もちろん、中には去勢をせずに飼われている飼い主様もいらっしゃいますが、その理由としては
- 自然なままでいたいから
- ブリーディングをしたいから
- 発情が起こらないのでなんとなく
という理由がほとんどです。
いずれにしても、かなり覚悟をしておかないと、去勢をしないオス猫と一緒に暮らすのは、かなり大変だと思います。
では、実際にオス猫で去勢をせず飼育すると何に困るのでしょうか?
マーキングをする
別名スプレー行動とも言い、お尻を高い位置にあげ、おしっこを噴射するように壁やベッド、ソファーなどに吹きつけるように排尿します。

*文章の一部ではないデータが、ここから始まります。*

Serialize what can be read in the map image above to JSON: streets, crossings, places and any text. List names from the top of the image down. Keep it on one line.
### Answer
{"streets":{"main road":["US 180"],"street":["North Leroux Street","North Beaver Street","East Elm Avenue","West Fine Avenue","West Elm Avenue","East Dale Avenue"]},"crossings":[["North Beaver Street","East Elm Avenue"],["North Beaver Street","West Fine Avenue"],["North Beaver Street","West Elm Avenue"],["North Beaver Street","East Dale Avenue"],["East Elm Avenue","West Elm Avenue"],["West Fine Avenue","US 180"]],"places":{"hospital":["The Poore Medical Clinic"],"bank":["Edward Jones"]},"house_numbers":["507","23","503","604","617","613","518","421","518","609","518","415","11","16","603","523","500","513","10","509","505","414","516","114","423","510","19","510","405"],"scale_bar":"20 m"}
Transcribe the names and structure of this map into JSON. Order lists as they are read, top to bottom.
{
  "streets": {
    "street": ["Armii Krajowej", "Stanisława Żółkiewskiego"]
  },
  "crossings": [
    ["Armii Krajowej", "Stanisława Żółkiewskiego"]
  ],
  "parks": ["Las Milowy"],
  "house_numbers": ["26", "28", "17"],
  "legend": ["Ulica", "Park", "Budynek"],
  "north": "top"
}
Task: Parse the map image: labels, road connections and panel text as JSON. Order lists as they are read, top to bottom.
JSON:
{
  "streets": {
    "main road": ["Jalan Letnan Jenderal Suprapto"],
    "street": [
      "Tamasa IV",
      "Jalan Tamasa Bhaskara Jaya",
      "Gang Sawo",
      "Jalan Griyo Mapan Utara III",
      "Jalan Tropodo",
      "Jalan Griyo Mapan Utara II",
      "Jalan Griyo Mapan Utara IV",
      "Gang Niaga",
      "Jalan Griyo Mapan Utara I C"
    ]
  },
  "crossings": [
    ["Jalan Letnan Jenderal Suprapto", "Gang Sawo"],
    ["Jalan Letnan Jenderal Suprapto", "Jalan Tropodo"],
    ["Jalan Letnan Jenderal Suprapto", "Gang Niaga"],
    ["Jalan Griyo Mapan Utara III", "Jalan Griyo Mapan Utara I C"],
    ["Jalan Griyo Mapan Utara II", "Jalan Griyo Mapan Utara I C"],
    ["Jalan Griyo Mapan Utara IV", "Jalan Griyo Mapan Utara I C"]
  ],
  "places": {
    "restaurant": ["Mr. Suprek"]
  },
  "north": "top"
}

自分の縄張りを誇張するために行うオス猫特有の本能行動と言われています。
普段のトイレでせずに、ありとあらゆるとことでマーキングを行うため、家の中の清掃をまめに行う羽目になります。
たいてい、「できるだけ早めに去勢手術をうけたい」という飼い主様からの問い合わせがあった場合、その理由はマーキングが始まったというものが多いと思います。
臭いがきつい尿がでる
オス猫の尿は、メス猫よりも独特の匂いがします。
これも、オス猫が自分の居場所や存在を、メス猫にアピールするためと言われていますが、特に去勢をしていないと、この臭いのもとになる成分がとても多くなることが判明しています。
その臭いの強いおしっこで、先ほど述べたマーキングを行うので、家の中は大変な状況になります。
なんとも表現しにくい臭いなのですが、たとえるならばアンモニア臭をとても甘くした感じです。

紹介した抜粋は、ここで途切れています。